Python for scripting

22 views

Skip to first unread message

Dilawar Singh

unread,

Mar 22, 2014, 6:12:59 PM3/22/14

to wncc...@googlegroups.com

I am one of those who prefer bash over anything else for system scripting. Bash is minimal and I love this about it. In bash, one deals with only text although some primitive data-structures such as arrays are also available. Bash is one of those things which proves that much can be accomplished by sticking to few tricks. But scripting is much more than just managing and administering systems.

Python scripts are easy to maintain and write. They are easy to write because Python comes with large standard library. It also has great support for reading and parsing text files, easy to use data-structures, numerical recopies, binding to legacy C-programs. Moreover, a huge user community has created a great deal of work which can be easily plugged.

This much verbiage was to motivate. Let's see some code so we can do at least two-three things after reading it. We'll do some basic things in Python. First thing first.

Configure editor

Replace tab character in your editor with 4 or 3 spaces.
If you can break a line at column-width 80, do it. Don't ask why! Never make a line bigger than 100 characters.
Check if you editor is suitable for programming. If you are still to come to grip with vim/emacs etc then checkout kate, gedit, spyder, eclipse etc.

Also read a bit about the most preferred coding-style in the language of your choice. Readability of your code matters a lot: whether it is your team-mates or poor TAs. Scripts are also no exception even if you are the only one who is using it. Though writing comments in code is a fact everyone preach and few does well in practice.

Writing a standalone script

One can write a single script containing everything or break it into many scripts.
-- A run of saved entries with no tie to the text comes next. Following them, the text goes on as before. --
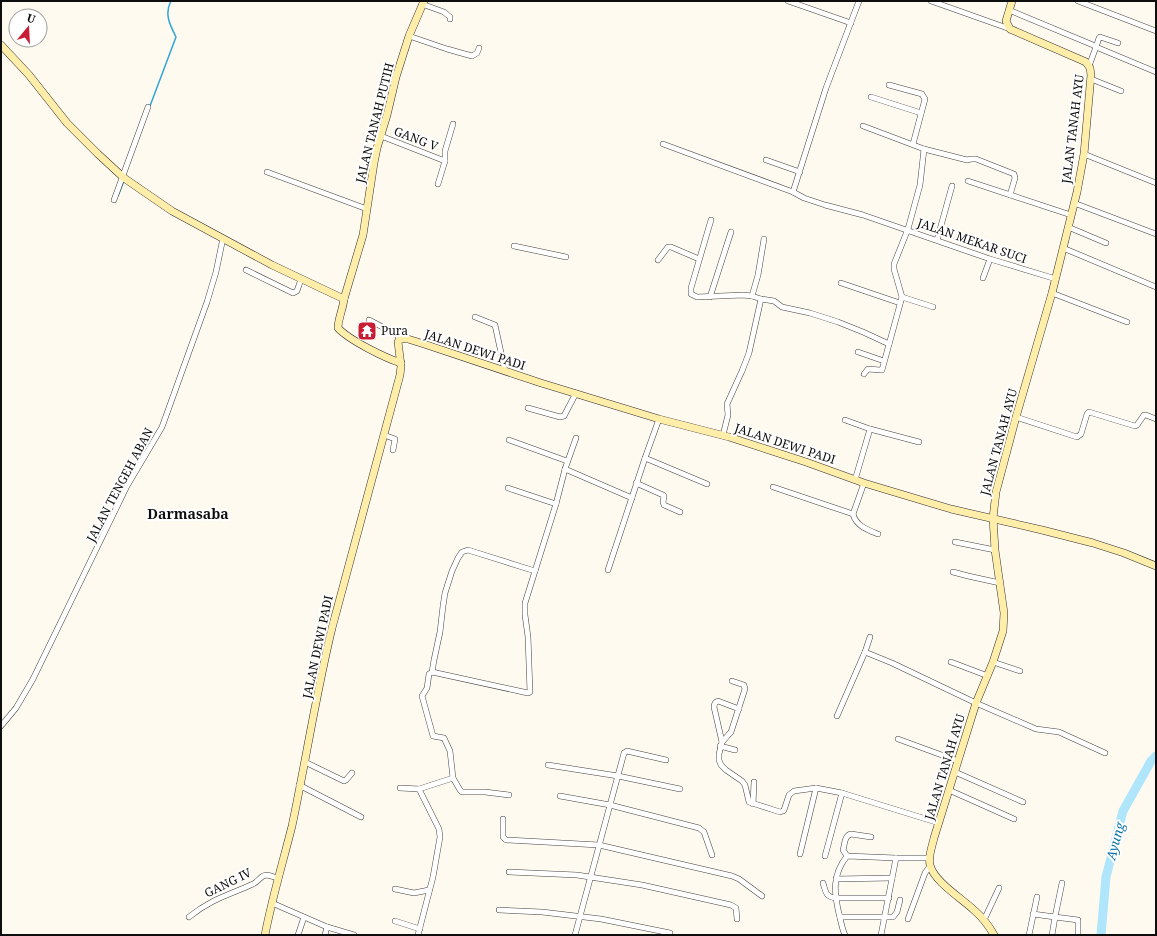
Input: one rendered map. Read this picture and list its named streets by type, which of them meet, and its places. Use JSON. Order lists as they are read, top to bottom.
{
  "streets": {
    "street": [
      "JALAN TANAH PUTIH",
      "JALAN TANAH AYU",
      "GANG V",
      "JALAN MEKAR SUCI",
      "JALAN DEWI PADI",
      "JALAN TENGEH ABAN",
      "GANG IV"
    ]
  },
  "crossings": [
    ["JALAN TANAH PUTIH", "GANG V"],
    ["JALAN TANAH PUTIH", "JALAN DEWI PADI"],
    ["JALAN TANAH AYU", "JALAN MEKAR SUCI"],
    ["JALAN TANAH AYU", "JALAN DEWI PADI"],
    ["JALAN DEWI PADI", "GANG IV"]
  ],
  "districts": ["Darmasaba"],
  "water": ["Ayung"],
  "places": {
    "temple": ["Pura"]
  },
  "north": "top"
}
The latter is always recommended if your script is larger than few hundreds of lines. But if you want to write a portable script which you can pass around, writing a single scripts is not a such a bad idea. Who cares even if a script has few thousand lines but it is working correctly and you are the only one who is responsible for maintaining it. Functions should not be large. If a function is more than 50 lines long, try to break it into two.

Notice the first line in these two scripts. Prefer first one on linux or Mac.

#!/usr/bin/env python
'''
This script can turn water into milk.
'''
def turnWaterIntoMilk():
    print("I dont know how to do it, yet!")
    return None

turnWaterIntoMilk()

and


#!/usr/bin/python
'''
This script can turn water into milk.
'''

def turnWaterIntoMilk():
    print("I dont know how to do it, yet!")
    return None

turnWaterIntoMilk()

Do not forget adding if __name__ == "__main__" to your file.

This is how a minimal script will look like.

#!/usr/bin/env python
'''
This script can turn water into milk.
'''
def turnWaterIntoMilk():
    print("I dont know how to do it, yet!")
    return None

if __name__ == "__main__":
    turnWaterIntoMilk()

Prefer `try/catch`

Beg forgiveness or ask permission compare with Look Before You Leap.

Working with text files

To read (write) a file, prefer

with open("filename.txt", "r") as f:
    txt = f.read()
doSomething(txt)

over the following,

txt = open("filename.txt", "r").read()
doSomething(txt)

The keyword with takes care of closing the file once everything is read or written to the file. If you want to read line by line in a file, this is handy.

with open("filename.txt", "r") as f:
    for line in f:
        doSomethingWithLine(line)

Manipulating string

Once a text-file is read, one process it contents. Some of the more basic operations on strings are listed below.

Break a string at a substring

line = "Happiness can't buy me money"
tokens = line.split()
print tokens

This will print ['Happiness', "can't", 'buy', 'me', 'money']. If function split is given a substring, the string will be break at given substring.

token = line.split("ne")

This gives ['Happi', "ss can't buy me mo", 'y']. Notice that substring is removed. If substring is not found, it does the obvious. Try it. More complex string manipulation can be done using regular expressions. They are powerful tools and it is very easy to write very inefficient regular expressions. It would be a good project to write a function which minimizes a giver regular expressions (state minimization in state-machine).

Replacing substring

Say you want to replace all 'ness' with 'less' in a string.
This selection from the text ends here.